At the same time, the integrated DC voltage on the capacitor will prevent an inductive kick because the current variation on the filament will be reduced to a ripple which will minimize the back-emf generated inductively from a decreasing voltage on the filament. Even without the capacitor, the filament will generate only a tiny inductive kick because its inductance is very small. And with the capacitor integrating the voltage across it, that small inductive kick becomes minuscule. And whatever is there will be instantly absorbed by the capacitor.
 

MikeML

Joined Oct 2, 2009
5,444
Looks ok. Since you are driving this with PWM, I would add an electrolytic capacitor across R1 (*not* from the collector to GND) to reduce electrical noise, something in the 100 uF to 470 uF range, 25 V. Light bulbs are inductors, and don't always like being banged on and off thousands of times a second.

ak
I dont like this at all.
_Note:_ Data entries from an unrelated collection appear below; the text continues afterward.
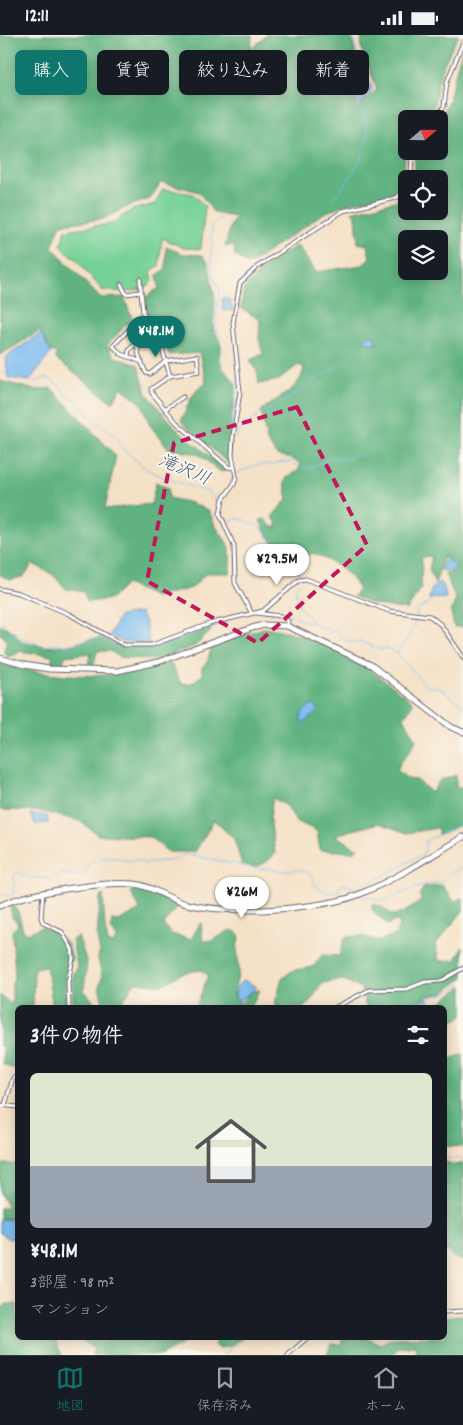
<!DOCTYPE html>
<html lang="ja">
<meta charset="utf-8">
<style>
body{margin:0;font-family:Dekko,"Klee One",sans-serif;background:#20242c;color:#f1f3f6;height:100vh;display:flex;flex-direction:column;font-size:19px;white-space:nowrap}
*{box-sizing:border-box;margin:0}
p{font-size:16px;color:#9ea1a6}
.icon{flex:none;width:28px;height:28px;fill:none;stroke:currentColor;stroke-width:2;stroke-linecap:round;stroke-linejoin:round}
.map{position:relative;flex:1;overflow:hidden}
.side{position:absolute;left:15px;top:970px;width:432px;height:335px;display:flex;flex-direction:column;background:#171b24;border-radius:8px;box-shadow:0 2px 12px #0003}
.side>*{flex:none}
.banner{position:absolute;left:15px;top:15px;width:434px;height:45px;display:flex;gap:10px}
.needle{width:32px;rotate:70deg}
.fabs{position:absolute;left:398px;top:75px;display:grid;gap:10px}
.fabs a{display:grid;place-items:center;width:50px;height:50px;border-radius:8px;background:#171b24;box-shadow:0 2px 12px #0003;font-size:25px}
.price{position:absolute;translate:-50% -42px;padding:0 11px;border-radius:18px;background:#fff;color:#222;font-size:16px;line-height:32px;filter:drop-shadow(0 1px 2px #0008)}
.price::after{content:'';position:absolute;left:50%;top:30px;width:15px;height:11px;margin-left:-8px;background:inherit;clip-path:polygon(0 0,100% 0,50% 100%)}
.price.selected{background:#0f766e;color:#fff}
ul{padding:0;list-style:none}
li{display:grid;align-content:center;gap:10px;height:265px;padding:0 15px}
li span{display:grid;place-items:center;height:155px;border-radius:8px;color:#555}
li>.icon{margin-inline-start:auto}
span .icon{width:90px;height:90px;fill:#fffc;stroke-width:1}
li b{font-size:21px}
h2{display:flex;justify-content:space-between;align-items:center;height:60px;padding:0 15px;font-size:21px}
.tag{padding:0 18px;border-radius:8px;background:#171b24;box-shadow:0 2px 12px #0003;font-size:18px;line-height:45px}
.tag.selected{background:#0f766e;color:#fff}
.status{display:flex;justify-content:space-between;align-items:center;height:35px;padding:0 25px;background:#171b24;direction:ltr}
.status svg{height:14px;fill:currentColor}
.tab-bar{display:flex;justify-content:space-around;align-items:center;height:70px;border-top:1px solid #363941;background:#171b24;font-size:14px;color:#9ea1a6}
.tab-bar a{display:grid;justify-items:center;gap:2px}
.tab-bar .selected{color:#0f766e}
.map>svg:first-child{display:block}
.green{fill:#76d197;stroke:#4c7a69}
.forest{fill:#60b380;stroke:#416a5e;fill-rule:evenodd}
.water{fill:#7bbbef;stroke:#4e6e95}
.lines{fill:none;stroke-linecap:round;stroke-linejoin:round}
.stream{stroke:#7bbbef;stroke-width:1}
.street-casing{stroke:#6c646b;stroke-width:5}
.secondary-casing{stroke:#6c646b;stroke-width:7}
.street{stroke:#fff;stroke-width:3}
.secondary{stroke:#fff;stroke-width:5}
.marked{fill:none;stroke:#c2185b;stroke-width:4;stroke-dasharray:10 6;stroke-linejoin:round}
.labels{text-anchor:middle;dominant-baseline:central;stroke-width:4;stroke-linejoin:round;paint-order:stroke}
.water-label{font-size:18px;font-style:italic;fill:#41587a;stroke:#fbf7ec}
</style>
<div class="status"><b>12:11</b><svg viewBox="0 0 49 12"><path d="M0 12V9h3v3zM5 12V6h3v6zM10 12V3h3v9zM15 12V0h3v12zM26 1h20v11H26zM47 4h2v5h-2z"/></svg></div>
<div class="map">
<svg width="463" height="1320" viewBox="0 0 463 1320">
<rect width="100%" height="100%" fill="#fbf7ec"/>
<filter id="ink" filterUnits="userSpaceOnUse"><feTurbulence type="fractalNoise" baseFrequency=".02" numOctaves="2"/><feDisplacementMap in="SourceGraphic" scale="10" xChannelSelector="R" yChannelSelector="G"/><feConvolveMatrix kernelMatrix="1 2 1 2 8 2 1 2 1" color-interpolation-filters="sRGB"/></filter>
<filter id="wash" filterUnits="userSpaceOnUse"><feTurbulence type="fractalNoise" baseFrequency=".0096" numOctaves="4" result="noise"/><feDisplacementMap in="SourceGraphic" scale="20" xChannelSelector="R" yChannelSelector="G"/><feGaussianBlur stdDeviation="1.12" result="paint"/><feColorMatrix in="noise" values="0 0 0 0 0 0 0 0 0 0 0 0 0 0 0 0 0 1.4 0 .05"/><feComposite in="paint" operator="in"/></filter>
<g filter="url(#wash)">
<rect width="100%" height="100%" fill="#f4e0c5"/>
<path class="green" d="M163 154 193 159 205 171 201 214 184 213 162 203 159 231 151 236 153 246C140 260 120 257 102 255L76 224 61 211 65 195 111 189 132 175 155 169Z"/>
<path class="forest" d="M0 0H252L251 15 266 0H351L356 23 353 51 358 73 377 54 361 12 362 0H402L407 5V0H459C451 14 442 31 438 47 435 61 436 72 426 84H406L404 146 392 158 346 169 322 179 249 230 235 221 234 210 225 212 230 193 235 182 214 178 199 157 161 147 150 164 129 171 103 184 61 189 52 212 100 263 124 262 132 283 107 311 115 322 138 330 147 359 176 393 227 436 221 437 198 419 169 414 149 389 142 369 121 352 113 368 56 324V318L50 316 40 296 0 320Z
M463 15V592H454L451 577 456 564 445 539 451 538 454 531 444 521 435 549 429 534 432 521 422 522 421 553 407 575 372 569 353 561 359 555C350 537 331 525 312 518L296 528C282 517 266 503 260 485L265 484 271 491 277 493V488L272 482C274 480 285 466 288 464L285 448 287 442 298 436 301 429 291 423 277 420 267 406 261 376C277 362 301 355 304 332L298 330 279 345 259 349 257 336 250 325 263 319 259 304 260 285 241 273 244 253 261 234 297 210 316 237 363 230 370 222 367 210 358 208 356 181 352 177 395 166 406 160V176H439V144H415V116H439V84C452 68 453 36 463 15ZM406 204H439V236H406Z
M166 212 183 219 202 220 208 228 215 264 213 292 221 312 219 322 223 333 235 349 236 357 231 382 230 430 181 386C191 366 187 363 206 347L199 318 169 320 161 301 148 283 144 263 159 253 157 240 166 234Z
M0 346 35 355 51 353 116 421 105 474 151 469 156 447 168 453 169 463 191 468 209 476 215 490 230 512V538H206L192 553 155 562 126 549 111 564 87 567 84 557 66 554 52 539 33 529 23 542 10 545 0 540Z
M0 590 13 596 21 606 48 612 70 610 91 604H102L113 609 151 614 207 594 210 593 211 596 195 611 156 625 120 622 110 616H97L94 630 88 629 91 618 65 621 63 629 55 630 52 628V621L20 616 7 622 4 616 7 604 0 599Z
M263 593C307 593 381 639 413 668L404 683 416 704C411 719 402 722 397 735L408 744 417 745 432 758 439 746 456 740V752H463V789L438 800V793L407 798 379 788 335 800 358 814 353 817 320 815 317 796 296 786 287 771 273 763 270 782 275 819C264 831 257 833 242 830L234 804 214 785 195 817H168L150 802 98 800 80 786 39 776 0 775V627C55 645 116 645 170 627L181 649 192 648 202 640V632L207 628 212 611Z
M442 850 455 867 463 862V876L435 910 439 926 456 925 463 911V943L443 958 428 961 406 972H366L361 954C342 944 346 943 323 948L306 972H274L282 943 294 935 313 932 322 920 339 921 345 902 362 901 379 906 395 900 399 892 398 885 387 890 372 875V869L381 871 392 880 403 878 421 866 420 859 423 853Z
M134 851 143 853 179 871 163 889 171 899 191 904 201 887 203 906C206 906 212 906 215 904 224 900 231 889 240 901L237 912 239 937 234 957 235 964 241 968 252 956 260 955 250 972H196L208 940 201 935 183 938 162 950 135 947 119 972H99L103 968 99 951 102 943 98 923 100 916 97 902 100 863 103 860 105 893 108 908 113 909 116 904 111 893 112 885 118 886 140 875 131 857Z
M10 869 18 876 23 895 28 898 41 892 55 898 68 909 72 923 66 942V972H53L46 931 34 933 33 972H18L17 1032 11 1033 3 1029V1012L0 1011V960L12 970V949L15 940 12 896 18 890 16 885 12 883Z
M78 901 87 928 84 955 98 972H73L72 945 77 931 72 905Z
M463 951V981L448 989 445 997V972H434Z
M463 1019V1112L445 1111V1026Z
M445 1127 456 1130 463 1128V1225L453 1223 449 1215 445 1216Z
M0 1129H17V1184L0 1183V1173H8L0 1158Z
M6 1269H17L18 1302 54 1303 62 1320H0V1275Z
M463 1280V1320H416V1311L399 1313 390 1320H327L331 1309 341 1310 343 1303H367L380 1309 393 1303 445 1302V1283Z
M193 1303 162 1320H92L94 1314 78 1303Z
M217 1303V1302L242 1303 228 1312 219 1313 214 1310Z"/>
<path class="water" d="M359 46H368L372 51 370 59 360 70 357 61Z
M223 262 230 265 233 276 222 275Z
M41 298 51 318 29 346 8 343 6 322Z
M372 299 376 304V309L365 307 364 303Z
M446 523 455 532 453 537 441 535Z
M440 547 444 551 446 563 429 564 432 553Z
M140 578 145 587 149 608 122 607 109 600 120 581Z
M313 670 319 675 305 687H301C300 677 305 674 313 670Z
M30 779 47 781 48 788 35 789Z
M243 945 257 952 241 965H238L235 961 237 952Z
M427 963 430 968 429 972H411Z
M0 1184 17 1186V1201L9 1204 0 1198Z"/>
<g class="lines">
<path class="stream" d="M354 0 359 46
M333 164C348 146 368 121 367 97 367 88 362 78 360 70
M220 183 212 190 211 236 220 256 216 282 217 295 222 312 219 322 223 333 237 348 231 402
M0 339 8 338
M29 346 36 347 45 343C53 346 63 351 66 361L74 363 88 380 113 399 120 411 146 434 168 444 206 456 216 464C216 472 223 484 230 486L238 483 260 491 280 517 296 530 300 543
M234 404 243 392 256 383 257 380 295 360 318 342 329 338 338 330
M231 421 233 436
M235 438 261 429 273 430 280 427H293C305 440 318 429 330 422L345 425 354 420H362
M217 464 229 452 234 440
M301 547 295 553 299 571 314 589 336 597 348 607 360 606 380 615 388 614 397 618 427 652H439L463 671
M264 577 285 578 312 589
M0 586 17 601 44 611 60 609 68 612 96 603H105L114 611H134
M141 612 155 614 229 586
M397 618C407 604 417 592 417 575L430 567 429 564
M0 859 9 861 14 858V840L18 837 27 842 51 844 62 839 81 841 88 834 90 828 101 823H119L129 826 137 825 145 828 174 825 185 819 261 834C275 831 275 837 285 836 303 834 310 832 316 852L330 858 336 857 343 849 358 854 424 819 426 806 463 788
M363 861 381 866 421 851 443 847C449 840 452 836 463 832
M427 963 446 958 463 948
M445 1123 463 1124
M445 1217 448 1216 453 1223 463 1226
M223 1320 245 1302"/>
</g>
</g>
<g filter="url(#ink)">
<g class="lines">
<g class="street-casing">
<path id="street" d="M436 84 444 71 447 47 463 7
M411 144 412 116
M140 244 143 278 159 303 170 341
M121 249 126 259 140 257
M147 286 133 290 139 321 146 338 150 339 166 326 197 321 199 336 170 341 151 354 152 358 177 388 228 432 234 433
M133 290 113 311 121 319 142 327
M128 322 129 315 136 308
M165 374 183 362
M0 554 19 558 69 579 124 610H152L212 588 263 576 299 545 306 544 389 576 430 581 441 590 463 622
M251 577 235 548 234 511 220 479 223 464 234 449 236 442 232 420 233 401 240 357 233 288 240 248 257 232 343 176 396 163 406 155
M256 578 281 581 288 586 287 591
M43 858 41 882 43 888 62 897 72 914 73 923 68 947 69 972
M336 972 369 955 407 954 425 947 441 946 463 933
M0 1070 18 1072
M5 1070 13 1043 18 1042
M445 1277 463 1276
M288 1320 308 1302"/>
</g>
<g class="secondary-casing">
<path id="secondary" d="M0 623 24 630 49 634 117 636 158 627 252 593 264 590 287 591 371 630 451 692 463 697
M0 871C22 858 108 846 134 849 153 851 169 865 187 869 210 875 239 875 263 875 288 874 337 869 360 859 396 844 429 822 463 802"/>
</g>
<use href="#street" class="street"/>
<use href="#secondary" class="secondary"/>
</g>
</g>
<path class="marked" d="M297 372 367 510 258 608 147 546 174 408Z"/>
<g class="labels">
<g class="water-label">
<text transform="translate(184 436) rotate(23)">滝沢川</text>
</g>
</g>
</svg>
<div class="fabs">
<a><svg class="needle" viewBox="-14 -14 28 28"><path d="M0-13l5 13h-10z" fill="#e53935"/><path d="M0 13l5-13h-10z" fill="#9ea1a6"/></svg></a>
<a><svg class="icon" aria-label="locate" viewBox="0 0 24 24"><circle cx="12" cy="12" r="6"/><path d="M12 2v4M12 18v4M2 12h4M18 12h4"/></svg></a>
<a><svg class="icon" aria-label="layers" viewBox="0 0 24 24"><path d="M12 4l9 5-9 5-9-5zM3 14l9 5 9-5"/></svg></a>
</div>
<b class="price selected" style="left:156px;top:323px">¥48.1M</b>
<b class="price" style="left:277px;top:551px">¥29.5M</b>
<b class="price" style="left:242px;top:884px">¥26M</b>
<div class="banner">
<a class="tag selected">購入</a>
<a class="tag">賃貸</a>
<a class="tag">絞り込み</a>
<a class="tag">新着</a>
</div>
<section class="side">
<h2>3件の物件<svg class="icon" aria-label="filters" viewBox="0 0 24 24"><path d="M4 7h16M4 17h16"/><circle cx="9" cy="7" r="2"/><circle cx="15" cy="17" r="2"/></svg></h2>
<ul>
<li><span style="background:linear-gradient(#dfe7d0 60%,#9aa5b1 0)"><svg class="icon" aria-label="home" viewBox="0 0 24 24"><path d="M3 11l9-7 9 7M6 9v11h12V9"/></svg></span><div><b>¥48.1M</b><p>3部屋 · 98 m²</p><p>マンション</p></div></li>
</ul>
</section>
</div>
<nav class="tab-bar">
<a class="selected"><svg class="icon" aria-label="map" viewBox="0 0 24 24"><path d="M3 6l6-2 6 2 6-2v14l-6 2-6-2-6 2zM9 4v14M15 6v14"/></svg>地図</a>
<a><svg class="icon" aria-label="saved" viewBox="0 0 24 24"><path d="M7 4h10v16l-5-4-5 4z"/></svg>保存済み</a>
<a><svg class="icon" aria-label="home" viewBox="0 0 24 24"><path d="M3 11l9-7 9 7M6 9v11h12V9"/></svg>ホーム</a>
</nav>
It is a naive suggestion. The capacitor is a dead short at the PWM frequency and will create more noise on the 9V line than if it were not there.
 
I dont like this at all. It is a naive suggestion. The capacitor is a dead short at the PWM frequency and will create more noise on the 9V line than if it were not there.
I beg to differ.

It's a dead short only on the first pulse after the turn on of the system. Steady state, it need not discharge on each PWM cycle. The time constant of a 470uF capacitor and 7 ohm load is 3.3ms. If he modulates it as low as 300Hz, the 3.3 ms period insures that the capacitor never discharges to less than 33% of its full charge. Or put another way, the Xc of the 470uF capacitor is 3.4 ohms at 100Hz, in parallel with 7 ohm light bulb will give a combined impedance of 2.29 ohms, dropping 9V gives a current of about 4A which is well under the 5A max for that transistor. He'll need a good heat sink, probably.

And where does that noise come from that you mentioned?
 

AnalogKid

Joined Aug 1, 2013
11,056
One way to view the effect of the capacitor on the circuit is as a parallel to a bulk filter capacitor on the output of a half-wave rectifier. The transistor is conducting every half cycle, topping off the cap and feeding the load, and the load (light bulb) discharges the cap during the opposite half cycles. Darlingtons are significantly slower than their component transistors, so there are no nanosecond edges (and probably not microsecond edges) generating broadband noise. Cap size is inversely proportional to ripple amplitude, a design tradeoff.